I had a multi-indexed pandas series with more than two levels in the row multi-index.
arrays = [
["bar", "baz", "foo", "qux"],
["one", "two",],
["a", "b","c" ]
]
index = pd.MultiIndex.from_product(arrays, names=["first", "second","third"])
s = pd.Series(np.random.randn(24), index=index)
I was able to slice this dataframe like so:
df.loc[(slice(None), slice(None), "a")
with output
first second
bar one 1.574135
two 1.557756
baz one -0.023177
two -0.537326
foo one -0.183099
two -1.776498
qux one 0.425121
two 0.451778
dtype: float64
To make certain kinds of plots easier, I reset the index to incorporate the third column as a row
s = s.reset_index(level = [2])
third 0
first second
bar one a 1.574135
one b -2.450800
one c 0.966331
two a 1.557756
two b -0.800615
two c 0.405982
baz one a -0.023177
one b 1.743043
one c 0.847148
two a -0.537326
two b -1.157622
two c -0.229345
foo one a -0.183099
one b 1.047875
one c -1.980324
two a -1.776498
two b -1.169729
two c -1.509195
qux one a 0.425121
one b 0.903984
one c -0.455681
two a 0.451778
two b 0.215866
two c -0.090196
Now, slicing using the same format results in a KeyError
s.loc[(slice(None),"one")]
---------------------------------------------------------------------------
KeyError Traceback (most recent call last)

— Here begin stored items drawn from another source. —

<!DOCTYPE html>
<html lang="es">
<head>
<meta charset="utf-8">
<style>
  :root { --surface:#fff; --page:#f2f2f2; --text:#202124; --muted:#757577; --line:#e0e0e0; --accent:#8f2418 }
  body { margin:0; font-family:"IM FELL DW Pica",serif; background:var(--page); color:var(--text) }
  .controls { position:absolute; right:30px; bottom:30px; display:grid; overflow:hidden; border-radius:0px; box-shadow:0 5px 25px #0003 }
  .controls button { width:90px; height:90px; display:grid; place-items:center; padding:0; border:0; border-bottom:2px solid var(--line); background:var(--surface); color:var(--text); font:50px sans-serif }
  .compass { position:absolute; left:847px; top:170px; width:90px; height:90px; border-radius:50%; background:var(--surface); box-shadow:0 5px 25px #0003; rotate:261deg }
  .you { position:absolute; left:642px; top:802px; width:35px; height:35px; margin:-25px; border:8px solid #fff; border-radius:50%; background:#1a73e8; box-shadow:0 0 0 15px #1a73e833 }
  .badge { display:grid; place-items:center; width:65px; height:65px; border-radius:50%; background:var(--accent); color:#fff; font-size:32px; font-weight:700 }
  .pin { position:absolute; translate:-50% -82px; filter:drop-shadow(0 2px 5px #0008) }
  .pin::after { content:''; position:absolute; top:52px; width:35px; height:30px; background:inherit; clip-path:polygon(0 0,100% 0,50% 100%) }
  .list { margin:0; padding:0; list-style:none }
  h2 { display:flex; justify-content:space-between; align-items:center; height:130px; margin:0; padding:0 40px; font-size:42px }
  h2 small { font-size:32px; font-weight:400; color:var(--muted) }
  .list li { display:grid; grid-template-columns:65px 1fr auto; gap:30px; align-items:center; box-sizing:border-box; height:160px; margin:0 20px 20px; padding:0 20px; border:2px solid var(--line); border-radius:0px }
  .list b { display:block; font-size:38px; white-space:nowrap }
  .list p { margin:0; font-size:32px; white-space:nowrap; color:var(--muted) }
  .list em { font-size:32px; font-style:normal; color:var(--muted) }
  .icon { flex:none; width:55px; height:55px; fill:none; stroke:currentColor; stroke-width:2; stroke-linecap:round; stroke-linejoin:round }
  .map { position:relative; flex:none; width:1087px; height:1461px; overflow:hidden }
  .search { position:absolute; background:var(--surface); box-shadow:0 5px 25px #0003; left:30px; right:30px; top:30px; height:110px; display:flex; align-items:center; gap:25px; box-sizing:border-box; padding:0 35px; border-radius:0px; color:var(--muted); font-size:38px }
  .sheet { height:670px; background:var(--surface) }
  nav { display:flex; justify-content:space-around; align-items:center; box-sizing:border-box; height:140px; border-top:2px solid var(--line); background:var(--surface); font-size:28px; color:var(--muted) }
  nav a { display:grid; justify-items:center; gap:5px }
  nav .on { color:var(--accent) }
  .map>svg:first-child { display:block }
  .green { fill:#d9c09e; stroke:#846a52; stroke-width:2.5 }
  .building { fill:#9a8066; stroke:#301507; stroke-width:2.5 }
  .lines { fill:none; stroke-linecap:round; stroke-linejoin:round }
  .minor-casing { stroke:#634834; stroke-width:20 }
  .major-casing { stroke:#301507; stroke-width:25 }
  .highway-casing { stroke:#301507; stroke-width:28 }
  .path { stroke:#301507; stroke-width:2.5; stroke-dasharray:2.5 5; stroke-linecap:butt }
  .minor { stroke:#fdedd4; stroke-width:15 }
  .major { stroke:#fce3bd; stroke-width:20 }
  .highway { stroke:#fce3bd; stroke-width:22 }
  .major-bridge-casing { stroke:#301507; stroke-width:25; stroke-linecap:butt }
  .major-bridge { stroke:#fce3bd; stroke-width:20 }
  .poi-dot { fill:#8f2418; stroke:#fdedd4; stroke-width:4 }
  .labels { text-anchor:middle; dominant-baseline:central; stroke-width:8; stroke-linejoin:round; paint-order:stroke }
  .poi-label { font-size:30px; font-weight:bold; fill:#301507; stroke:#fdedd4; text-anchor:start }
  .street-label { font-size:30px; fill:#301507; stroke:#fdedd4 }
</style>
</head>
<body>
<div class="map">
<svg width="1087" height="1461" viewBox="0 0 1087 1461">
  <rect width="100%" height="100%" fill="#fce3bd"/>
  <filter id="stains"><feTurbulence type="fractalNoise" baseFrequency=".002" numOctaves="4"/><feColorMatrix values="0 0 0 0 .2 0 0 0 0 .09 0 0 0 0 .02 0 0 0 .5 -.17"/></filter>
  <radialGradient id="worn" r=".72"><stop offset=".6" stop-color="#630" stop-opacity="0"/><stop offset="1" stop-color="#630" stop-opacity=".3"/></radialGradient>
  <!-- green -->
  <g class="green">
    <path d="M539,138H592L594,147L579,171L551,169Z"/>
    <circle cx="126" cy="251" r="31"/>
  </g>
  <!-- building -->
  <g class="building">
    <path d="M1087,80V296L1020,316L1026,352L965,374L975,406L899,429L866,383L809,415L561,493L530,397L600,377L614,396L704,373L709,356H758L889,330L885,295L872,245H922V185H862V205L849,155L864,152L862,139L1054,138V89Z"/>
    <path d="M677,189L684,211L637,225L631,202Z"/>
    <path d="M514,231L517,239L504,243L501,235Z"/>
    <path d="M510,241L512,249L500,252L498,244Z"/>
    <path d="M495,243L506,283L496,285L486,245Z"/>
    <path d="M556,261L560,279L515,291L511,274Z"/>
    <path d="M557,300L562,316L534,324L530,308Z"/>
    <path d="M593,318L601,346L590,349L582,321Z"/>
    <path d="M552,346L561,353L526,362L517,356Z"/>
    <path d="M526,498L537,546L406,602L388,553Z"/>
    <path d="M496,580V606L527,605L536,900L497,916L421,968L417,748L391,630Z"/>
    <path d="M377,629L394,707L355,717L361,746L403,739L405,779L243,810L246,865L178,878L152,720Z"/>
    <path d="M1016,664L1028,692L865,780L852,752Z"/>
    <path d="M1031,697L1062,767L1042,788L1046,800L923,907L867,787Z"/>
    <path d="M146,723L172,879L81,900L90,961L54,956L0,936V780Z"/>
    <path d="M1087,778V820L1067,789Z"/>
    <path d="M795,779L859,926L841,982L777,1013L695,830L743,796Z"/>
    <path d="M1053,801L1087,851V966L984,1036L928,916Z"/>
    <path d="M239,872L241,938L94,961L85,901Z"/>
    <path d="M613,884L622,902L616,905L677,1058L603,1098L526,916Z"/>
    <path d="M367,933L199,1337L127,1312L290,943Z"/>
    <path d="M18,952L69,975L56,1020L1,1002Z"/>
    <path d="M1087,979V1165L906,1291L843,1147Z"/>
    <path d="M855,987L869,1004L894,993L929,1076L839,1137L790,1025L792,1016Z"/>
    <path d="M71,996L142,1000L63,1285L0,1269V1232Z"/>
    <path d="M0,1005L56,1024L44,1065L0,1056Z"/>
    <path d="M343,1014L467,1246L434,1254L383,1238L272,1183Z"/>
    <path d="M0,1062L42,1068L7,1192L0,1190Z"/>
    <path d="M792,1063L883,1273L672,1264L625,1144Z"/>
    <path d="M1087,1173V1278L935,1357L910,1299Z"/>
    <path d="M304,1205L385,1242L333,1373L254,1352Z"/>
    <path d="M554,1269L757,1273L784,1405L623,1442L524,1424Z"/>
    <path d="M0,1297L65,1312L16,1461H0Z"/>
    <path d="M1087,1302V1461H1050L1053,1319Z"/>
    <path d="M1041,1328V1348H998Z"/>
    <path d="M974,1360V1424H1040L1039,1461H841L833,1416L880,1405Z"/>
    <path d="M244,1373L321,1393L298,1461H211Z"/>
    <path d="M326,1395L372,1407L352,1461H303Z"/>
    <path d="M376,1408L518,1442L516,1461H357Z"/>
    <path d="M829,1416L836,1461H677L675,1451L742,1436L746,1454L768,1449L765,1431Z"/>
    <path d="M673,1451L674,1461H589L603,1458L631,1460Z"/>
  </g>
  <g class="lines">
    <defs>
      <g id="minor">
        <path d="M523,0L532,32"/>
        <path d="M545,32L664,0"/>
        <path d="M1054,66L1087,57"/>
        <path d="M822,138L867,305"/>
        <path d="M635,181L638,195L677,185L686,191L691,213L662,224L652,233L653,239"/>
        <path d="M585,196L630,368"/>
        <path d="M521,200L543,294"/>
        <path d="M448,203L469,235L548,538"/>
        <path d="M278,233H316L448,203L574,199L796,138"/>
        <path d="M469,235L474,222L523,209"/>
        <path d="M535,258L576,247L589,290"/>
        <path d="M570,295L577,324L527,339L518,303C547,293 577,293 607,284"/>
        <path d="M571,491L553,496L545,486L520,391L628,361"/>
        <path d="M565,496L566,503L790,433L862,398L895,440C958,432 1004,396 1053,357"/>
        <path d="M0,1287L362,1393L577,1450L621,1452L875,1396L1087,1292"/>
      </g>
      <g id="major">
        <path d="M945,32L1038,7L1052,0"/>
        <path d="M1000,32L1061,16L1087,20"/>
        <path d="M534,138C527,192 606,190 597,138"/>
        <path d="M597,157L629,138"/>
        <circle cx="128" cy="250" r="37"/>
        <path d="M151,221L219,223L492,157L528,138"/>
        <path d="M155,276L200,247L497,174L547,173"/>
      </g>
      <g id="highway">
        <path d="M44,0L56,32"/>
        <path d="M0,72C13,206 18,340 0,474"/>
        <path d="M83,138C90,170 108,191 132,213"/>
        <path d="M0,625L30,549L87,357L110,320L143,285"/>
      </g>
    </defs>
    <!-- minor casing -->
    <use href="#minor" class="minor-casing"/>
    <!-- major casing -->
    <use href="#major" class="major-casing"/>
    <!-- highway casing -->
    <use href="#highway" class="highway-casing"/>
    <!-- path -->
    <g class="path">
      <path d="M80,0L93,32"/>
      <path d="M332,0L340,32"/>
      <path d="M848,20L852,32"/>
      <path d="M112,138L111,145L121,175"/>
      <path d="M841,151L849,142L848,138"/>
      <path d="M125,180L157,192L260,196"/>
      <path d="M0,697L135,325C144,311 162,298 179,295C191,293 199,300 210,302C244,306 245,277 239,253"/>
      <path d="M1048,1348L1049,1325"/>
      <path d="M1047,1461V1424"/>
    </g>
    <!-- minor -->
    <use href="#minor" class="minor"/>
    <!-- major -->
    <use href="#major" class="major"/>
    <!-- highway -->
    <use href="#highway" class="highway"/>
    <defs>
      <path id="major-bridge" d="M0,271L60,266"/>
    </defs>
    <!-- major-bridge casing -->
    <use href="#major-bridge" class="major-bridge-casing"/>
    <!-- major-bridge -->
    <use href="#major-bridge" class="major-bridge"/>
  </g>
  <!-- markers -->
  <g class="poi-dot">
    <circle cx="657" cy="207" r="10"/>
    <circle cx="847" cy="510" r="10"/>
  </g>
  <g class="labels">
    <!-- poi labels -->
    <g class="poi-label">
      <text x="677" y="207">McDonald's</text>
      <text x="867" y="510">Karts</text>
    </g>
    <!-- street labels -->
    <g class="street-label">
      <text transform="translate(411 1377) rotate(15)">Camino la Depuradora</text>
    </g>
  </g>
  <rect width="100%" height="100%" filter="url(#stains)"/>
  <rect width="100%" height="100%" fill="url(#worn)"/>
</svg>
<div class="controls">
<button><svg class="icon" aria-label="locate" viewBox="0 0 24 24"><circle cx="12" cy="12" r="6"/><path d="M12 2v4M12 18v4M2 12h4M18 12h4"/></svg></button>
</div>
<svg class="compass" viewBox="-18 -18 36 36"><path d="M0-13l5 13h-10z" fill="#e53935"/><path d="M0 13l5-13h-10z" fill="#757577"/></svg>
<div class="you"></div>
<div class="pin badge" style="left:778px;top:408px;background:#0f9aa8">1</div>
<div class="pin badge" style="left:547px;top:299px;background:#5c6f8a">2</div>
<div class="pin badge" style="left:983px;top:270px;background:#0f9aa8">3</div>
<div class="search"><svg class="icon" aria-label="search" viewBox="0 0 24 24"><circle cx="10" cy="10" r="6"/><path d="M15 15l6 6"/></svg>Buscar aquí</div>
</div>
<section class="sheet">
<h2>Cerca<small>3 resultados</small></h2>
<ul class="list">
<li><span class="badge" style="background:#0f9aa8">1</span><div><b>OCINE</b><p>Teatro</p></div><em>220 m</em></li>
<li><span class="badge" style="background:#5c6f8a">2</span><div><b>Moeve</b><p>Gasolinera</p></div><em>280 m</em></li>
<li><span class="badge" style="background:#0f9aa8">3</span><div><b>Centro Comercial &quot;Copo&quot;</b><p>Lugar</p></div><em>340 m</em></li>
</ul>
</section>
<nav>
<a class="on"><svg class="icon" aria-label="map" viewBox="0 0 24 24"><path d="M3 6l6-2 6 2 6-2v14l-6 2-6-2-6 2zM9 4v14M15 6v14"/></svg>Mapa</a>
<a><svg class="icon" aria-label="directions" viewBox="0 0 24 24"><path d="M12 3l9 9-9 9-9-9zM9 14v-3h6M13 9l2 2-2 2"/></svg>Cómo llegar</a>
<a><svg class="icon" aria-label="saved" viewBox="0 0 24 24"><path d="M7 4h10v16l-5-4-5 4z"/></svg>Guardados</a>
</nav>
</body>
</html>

File c:filepath\pandas\core\indexes\base.py:3812, in Index.get_loc(self, key)
3811 try:
-> 3812 return self._engine.get_loc(casted_key)
3813 except KeyError as err:
File pandas/_libs/index.pyx:167, in pandas._libs.index.IndexEngine.get_loc()
File pandas/_libs/index.pyx:196, in pandas._libs.index.IndexEngine.get_loc()
File pandas/_libs/hashtable_class_helper.pxi:7088, in pandas._libs.hashtable.PyObjectHashTable.get_item()
File pandas/_libs/hashtable_class_helper.pxi:7096, in pandas._libs.hashtable.PyObjectHashTable.get_item()
KeyError: 'one'
The above exception was the direct cause of the following exception:
KeyError Traceback (most recent call last)
Cell In[65], line 1
----> 1 s.loc[(slice(None),"one")]
File c:filepath\pandas\core\indexing.py:1184, in _LocationIndexer.__getitem__(self, key)
1182 if self._is_scalar_access(key):
...
3822 # InvalidIndexError. Otherwise we fall through and re-raise
3823 # the TypeError.
3824 self._check_indexing_error(key)
KeyError: 'one'
After scratching my head for a while, I thought that maybe because there were only two arguments passed during slicing, pandas was assuming that the second one was a column slice, even though it was inside the parenthesis. Sure enough, adding a slice(None) outside to let pandas know that the second argument wasn't for a column led to
s.loc[(slice(None),"one"),slice(None)]
third 0
first second
bar one a 1.574135
one b -2.450800
one c 0.966331
baz one a -0.023177
one b 1.743043
one c 0.847148
foo one a -0.183099
one b 1.047875
one c -1.980324
qux one a 0.425121
one b 0.903984
one c -0.455681
Why is pandas behaving this way? Is this just a quirk? What should I do to avoid this problem in the future?